Entries provided:
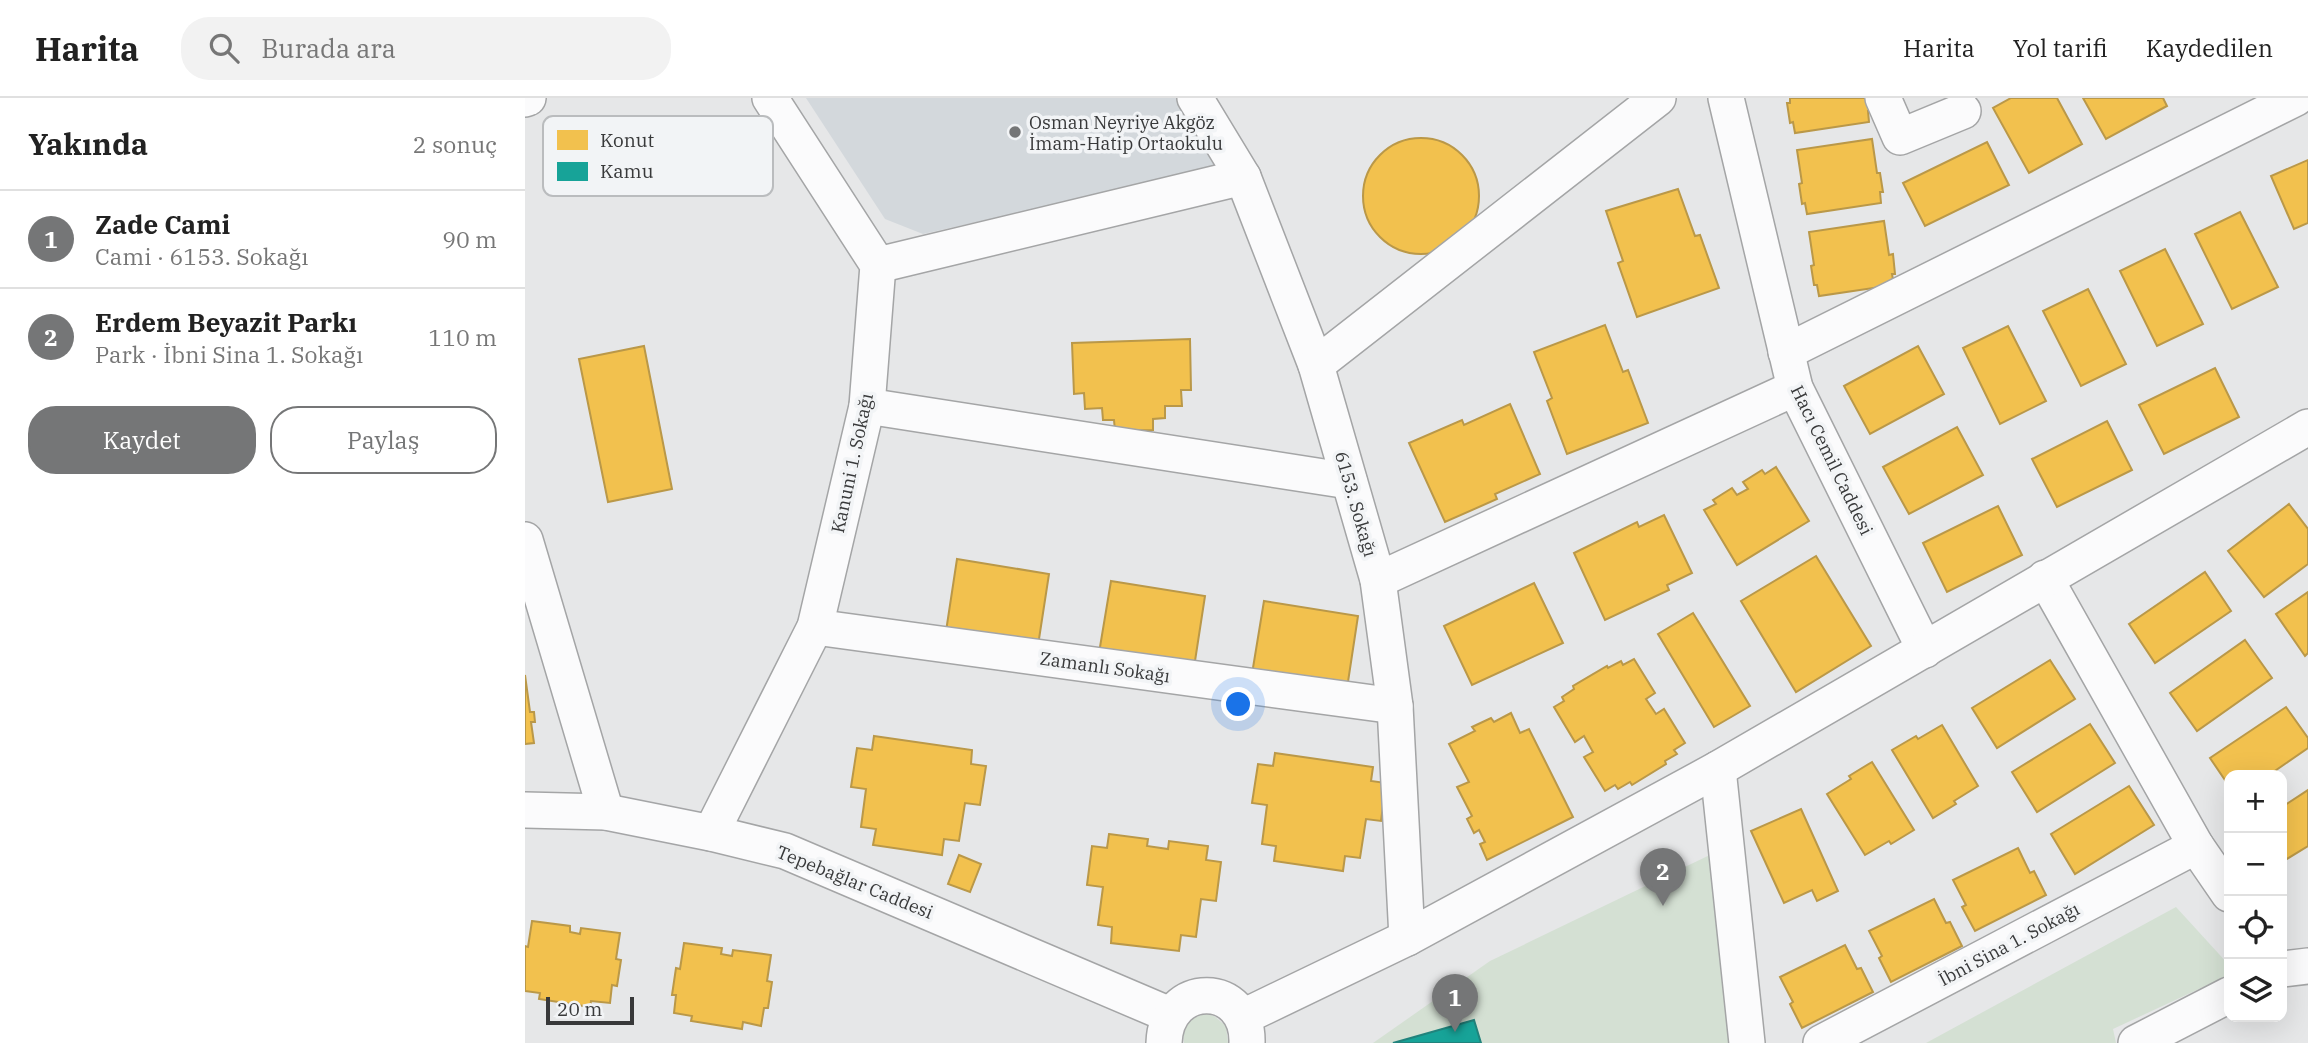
<!DOCTYPE html>
<html lang="tr">
<head>
<meta charset="utf-8">
<style>
  body { margin:0; font-family:"IBM Plex Serif",serif; background:#f2f2f2; color:#222 }
  .controls { position:absolute; right:21px; bottom:21px; display:grid; overflow:hidden; border-radius:14px; box-shadow:0 7px 28px #0002 }
  .controls button { width:63px; height:63px; display:grid; place-items:center; padding:0; border:0; border-bottom:2px solid #e0e0e0; background:#fff; color:#222; font:35px sans-serif }
  .scale { position:absolute; left:21px; bottom:18px; width:88px; box-sizing:border-box; padding-left:7px; border:4px solid #38393a; border-top:0; font-size:19px; line-height:24px; white-space:nowrap; color:#38393a; -webkit-text-stroke:5px #f2f4f6; paint-order:stroke }
  .you { position:absolute; left:714px; top:607px; width:24px; height:24px; margin:-18px; border:5px solid #fff; border-radius:50%; background:#1a73e8; box-shadow:0 0 0 10px #1a73e833 }
  .badge { display:grid; place-items:center; width:46px; height:46px; border-radius:50%; background:#757677; color:#fff; font-size:23px; font-weight:700 }
  .pin { position:absolute; translate:-50% -58px; filter:drop-shadow(0 2px 4px #0008) }
  .pin::after { content:''; position:absolute; top:37px; width:24px; height:21px; background:inherit; clip-path:polygon(0 0,100% 0,50% 100%) }
  .list { margin:0; padding:0; list-style:none }
  h2 { display:flex; justify-content:space-between; align-items:center; height:91px; margin:0; padding:0 28px; font-size:30px }
  h2 small { font-size:23px; font-weight:400; color:#767676 }
  .list li { display:grid; grid-template-columns:46px 1fr auto; gap:21px; align-items:center; box-sizing:border-box; height:98px; padding:0 28px; border-top:2px solid #e0e0e0 }
  .list b { display:block; font-size:26px; white-space:nowrap }
  .list p { margin:0; font-size:23px; white-space:nowrap; color:#767676 }
  .list em { font-size:23px; font-style:normal; color:#767676 }
  .actions { display:flex; gap:14px; padding:21px 28px }
  .actions a { flex:1; padding:16px 0; border:2px solid #757677; border-radius:28px; text-align:center; font-size:24px; color:#757677 }
  .actions .main { background:#757677; color:#fff }
  .icon { flex:none; width:38px; height:38px; fill:none; stroke:currentColor; stroke-width:2; stroke-linecap:round; stroke-linejoin:round }
  .map { position:relative; flex:none; width:1783px; height:945px; overflow:hidden }
  header { display:flex; align-items:center; gap:42px; box-sizing:border-box; height:98px; padding:0 35px; background:#fff; border-bottom:2px solid #e0e0e0 }
  header strong { font-size:33px }
  nav { display:flex; gap:38px; margin-inline-start:auto; font-size:24px }
  .search { width:490px; height:63px; background:#f2f2f2; display:flex; align-items:center; gap:18px; box-sizing:border-box; padding:0 24px; border-radius:28px; color:#767676; font-size:26px }
  main { display:flex }
  aside { flex:1; background:#fff }
  .map>svg:first-child { display:block }
  .built { fill:#d3d8dc }
  .green { fill:#d4e0d3 }
  .homes { fill:#f2c14e; stroke:#ba9848; stroke-width:2 }
  .public { fill:#17a398; stroke:#21837c; stroke-width:2 }
  .lines { fill:none; stroke-linecap:round; stroke-linejoin:round }
  .minor-casing { stroke:#a4a5a6; stroke-width:38 }
  .minor { stroke:#fbfbfc; stroke-width:35 }
  .poi-dot { fill:#757677; stroke:#f2f4f6; stroke-width:2.5 }
  .labels { text-anchor:middle; dominant-baseline:central; stroke-width:7; stroke-linejoin:round; paint-order:stroke }
  .poi-label { font-size:18px; fill:#38393a; stroke:#f2f4f6; text-anchor:start }
  .street-label { font-size:18px; fill:#38393a; stroke:#f2f4f6 }
  .key { fill:#f2f4f6; stroke:#babcbe; stroke-width:2 }
  .key-label { font-size:19px; fill:#38393a }
</style>
</head>
<body>
<header>
<strong>Harita</strong>
<div class="search"><svg class="icon" aria-label="search" viewBox="0 0 24 24"><circle cx="10" cy="10" r="6"/><path d="M15 15l6 6"/></svg>Burada ara</div>
<nav><a>Harita</a><a>Yol tarifi</a><a>Kaydedilen</a></nav>
</header>
<main>
<aside>
<h2>Yakında<small>2 sonuç</small></h2>
<ul class="list">
<li><span class="badge">1</span><div><b>Zade Cami</b><p>Cami · 6153. Sokağı</p></div><em>90 m</em></li>
<li><span class="badge">2</span><div><b>Erdem Beyazit Parkı</b><p>Park · İbni Sina 1. Sokağı</p></div><em>110 m</em></li>
</ul>
<div class="actions"><a class="main">Kaydet</a><a>Paylaş</a></div>
</aside>
<div class="map">
<svg width="1783" height="945" viewBox="0 0 1783 945">
  <rect width="100%" height="100%" fill="#e6e7e8"/>
  <!-- built -->
  <polygon class="built" points="281,0 654,0 697,69 398,136 360,121"/>
  <!-- green -->
  <g class="green">
    <polygon points="1191,754 1214,945 848,945 965,863"/>
    <polygon points="1651,809 1704,867 1704,877 1588,931 1591,945 1401,945"/>
    <path d="M681 916 689 918 701 928 703 945H659C657 929 665 919 681 916Z"/>
  </g>
  <!-- homes -->
  <g class="homes">
    <polygon points="1265,0 1344,0 1346,13 1343,13 1344,24 1270,35 1268,24 1265,25 1262,5 1265,5"/>
    <polygon points="1486,0 1532,0 1557,46 1504,75 1468,10"/>
    <polygon points="1558,0 1638,0 1642,8 1581,41"/>
    <circle cx="896" cy="98" r="58"/>
    <polygon points="1347,41 1352,75 1355,75 1358,94 1355,94 1356,105 1282,116 1280,105 1277,106 1274,86 1277,85 1272,52"/>
    <polygon points="1462,44 1484,87 1400,128 1378,85"/>
    <polygon points="1783,62 1783,125 1769,131 1746,78"/>
    <polygon points="1153,91 1170,138 1175,137 1194,190 1112,219 1093,165 1098,163 1081,113"/>
    <polygon points="1715,114 1753,189 1707,211 1670,136"/>
    <polygon points="1359,123 1364,157 1368,156 1370,176 1367,176 1369,187 1294,198 1292,187 1289,187 1286,168 1289,167 1284,134"/>
    <polygon points="1640,151 1678,226 1632,248 1595,173"/>
    <polygon points="1563,191 1601,266 1556,288 1518,213"/>
    <polygon points="1080,227 1098,274 1103,272 1123,325 1042,356 1022,303 1027,300 1009,254"/>
    <polygon points="1483,228 1521,303 1475,326 1438,250"/>
    <polygon points="665,241 666,292 656,292 657,308 640,308 640,320 628,321 628,332 590,333 589,322 578,322 577,310 560,311 559,295 549,296 547,245"/>
    <polygon points="119,248 147,391 83,404 54,261"/>
    <polygon points="1393,248 1419,296 1345,336 1319,288"/>
    <polygon points="1690,270 1714,319 1639,356 1614,307"/>
    <polygon points="985,306 1015,376 970,396 972,401 920,424 884,345 937,322 939,327"/>
    <polygon points="1582,323 1607,372 1532,409 1507,361"/>
    <polygon points="1432,329 1458,377 1384,416 1358,369"/>
    <polygon points="1251,369 1284,423 1212,467 1179,412 1191,406 1188,402 1207,390 1212,397 1223,391 1218,384 1237,372 1240,376"/>
    <polygon points="1764,406 1783,431 1783,466 1739,499 1703,453"/>
    <polygon points="1473,408 1497,457 1422,494 1398,445"/>
    <polygon points="1139,417 1167,475 1142,487 1144,492 1080,522 1049,455 1112,424 1114,429"/>
    <polygon points="1291,458 1346,548 1271,594 1216,503"/>
    <polygon points="432,461 524,476 512,554 420,540"/>
    <polygon points="1680,474 1706,513 1630,565 1604,526"/>
    <polygon points="586,483 680,498 668,576 573,561"/>
    <polygon points="1009,485 1038,545 947,587 919,528"/>
    <polygon points="1783,494 1783,555 1780,558 1751,516"/>
    <polygon points="739,503 833,518 821,597 726,582"/>
    <polygon points="1168,515 1225,608 1189,629 1133,536"/>
    <polygon points="1720,542 1747,580 1672,633 1645,595"/>
    <polygon points="1109,561 1130,595 1121,601 1131,616 1139,611 1160,645 1149,652 1152,656 1140,663 1141,666 1107,687 1105,684 1093,691 1090,687 1080,693 1059,659 1068,654 1059,638 1050,644 1029,609 1039,603 1037,599 1049,591 1048,588 1082,568 1083,570 1096,563 1098,567"/>
    <polygon points="1525,562 1550,601 1472,650 1447,610"/>
    <polygon points="0,577 5,614 9,614 10,624 6,624 9,645 0,646"/>
    <polygon points="1761,609 1783,640 1783,650 1744,677 1704,677 1704,688 1685,660"/>
    <polygon points="986,615 995,635 1004,631 1048,719 962,762 955,746 960,744 954,732 949,735 942,721 947,718 932,689 944,684 924,646 950,633 947,629 966,620 969,624"/>
    <polygon points="1565,626 1590,665 1512,714 1487,674"/>
    <polygon points="1417,627 1453,688 1429,703 1431,706 1408,720 1367,652 1391,638 1393,641"/>
    <polygon points="349,638 447,652 446,666 461,668 455,707 440,705 434,743 419,741 417,757 348,747 351,731 336,729 341,691 326,689 332,650 347,652"/>
    <polygon points="750,655 848,669 846,683 861,685 856,723 841,721 835,760 820,758 818,773 749,763 751,748 737,746 742,707 727,705 733,666 748,668"/>
    <polygon points="1347,664 1389,732 1366,746 1364,743 1340,757 1302,696 1326,681 1324,678"/>
    <polygon points="1604,688 1629,727 1550,776 1526,736"/>
    <polygon points="1783,692 1783,748 1757,764 1757,709"/>
    <polygon points="1276,711 1313,793 1292,803 1287,792 1259,805 1226,733"/>
    <polygon points="584,736 623,741 622,748 643,751 644,743 683,748 681,762 696,764 691,803 676,801 671,839 656,837 654,853 586,845 587,829 573,827 578,789 562,787 567,748 582,750"/>
    <polygon points="1493,750 1505,775 1509,773 1521,797 1450,833 1437,809 1441,807 1428,782"/>
    <polygon points="434,757 456,766 445,794 423,786"/>
    <polygon points="1409,801 1421,825 1425,824 1437,848 1366,884 1354,860 1357,858 1344,833"/>
    <polygon points="7,823 45,828 45,834 55,836 56,830 95,835 91,861 96,862 92,888 87,887 85,905 66,903 65,909 14,901 15,895 0,893 0,848 3,849"/>
    <polygon points="159,845 197,850 196,856 207,858 208,852 246,857 242,883 247,884 243,910 239,910 236,928 218,924 217,931 166,923 167,918 149,915 151,897 147,897 151,870 155,871"/>
    <polygon points="1320,847 1332,871 1336,870 1348,894 1277,930 1265,906 1268,904 1255,879"/>
  </g>
  <!-- public -->
  <polygon class="public" points="949,922 956,945 868,945"/>
  <g class="lines">
    <defs>
      <g id="minor">
        <polyline points="670,0 718,79 791,267 853,482 870,608 882,840"/>
        <polyline points="1201,0 1270,290 1400,552"/>
        <polyline points="1358,0 1375,39 1438,13"/>
        <polyline points="0,1 3,0"/>
        <polyline points="353,167 718,79"/>
        <polyline points="1261,254 1771,0"/>
        <polyline points="791,267 1133,0"/>
        <polyline points="342,308 824,383"/>
        <polyline points="0,442 81,714"/>
        <polyline points="1520,480 1671,748 1704,796"/>
        <polyline points="853,482 1270,290"/>
        <polyline points="290,529 870,608"/>
        <polyline points="1193,671 1222,945"/>
        <polyline points="0,712 81,714 186,735 260,753 645,917"/>
        <polyline points="186,735 290,529 342,308 353,167 245,0"/>
        <polyline points="1757,871 1783,868"/>
        <polyline points="718,919 882,840 1193,671 1783,329"/>
        <path d="M639 945C641 881 724 883 722 945"/>
        <polyline points="1296,945 1671,748"/>
        <polyline points="1611,945 1704,897"/>
      </g>
    </defs>
    <!-- minor casing -->
    <use href="#minor" class="minor-casing"/>
    <!-- minor -->
    <use href="#minor" class="minor"/>
  </g>
  <!-- markers -->
  <circle class="poi-dot" cx="490" cy="34" r="7"/>
  <g class="labels">
    <!-- poi labels -->
    <g class="poi-label">
      <text x="504" y="24">Osman Neyriye Akgöz<tspan x="504" dy="21">İmam-Hatip Ortaokulu</tspan></text>
    </g>
    <!-- street labels -->
    <g class="street-label">
      <text transform="translate(1307 362) rotate(64)">Hacı Cemil Caddesi</text>
      <text transform="translate(327 365) rotate(-78)">Kanuni 1. Sokağı</text>
      <text transform="translate(831 406) rotate(74)">6153. Sokağı</text>
      <text transform="translate(580 569) rotate(8)">Zamanlı Sokağı</text>
      <text transform="translate(330 784) rotate(22)">Tepebağlar Caddesi</text>
      <text transform="translate(1484 846) rotate(-28)">İbni Sina 1. Sokağı</text>
    </g>
  </g>
  <!-- legend -->
  <rect x="18" y="18" width="230" height="80" rx="10" class="key"/>
  <rect x="32" y="32" width="31" height="20" fill="#f2c14e"/>
  <rect x="32" y="64" width="31" height="19" fill="#17a398"/>
  <g class="key-label">
    <text x="75" y="49">Konut</text>
    <text x="75" y="80">Kamu</text>
  </g>
</svg>
<div class="controls">
<button>+</button>
<button>−</button>
<button><svg class="icon" aria-label="locate" viewBox="0 0 24 24"><circle cx="12" cy="12" r="6"/><path d="M12 2v4M12 18v4M2 12h4M18 12h4"/></svg></button>
<button><svg class="icon" aria-label="layers" viewBox="0 0 24 24"><path d="M12 4l9 5-9 5-9-5zM3 14l9 5 9-5"/></svg></button>
</div>
<div class="scale">20 m</div>
<div class="you"></div>
<div class="pin badge" style="left:930px;top:934px">1</div>
<div class="pin badge" style="left:1138px;top:808px">2</div>
</div>
</main>
</body>
</html>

What this task involves: Check each line of the listing for "controls", and copy the ones that hold it.

Exercise result:
  .controls { position:absolute; right:21px; bottom:21px; display:grid; overflow:hidden; border-radius:14px; box-shadow:0 7px 28px #0002 }
  .controls button { width:63px; height:63px; display:grid; place-items:center; padding:0; border:0; border-bottom:2px solid #e0e0e0; background:#fff; color:#222; font:35px sans-serif }
<div class="controls">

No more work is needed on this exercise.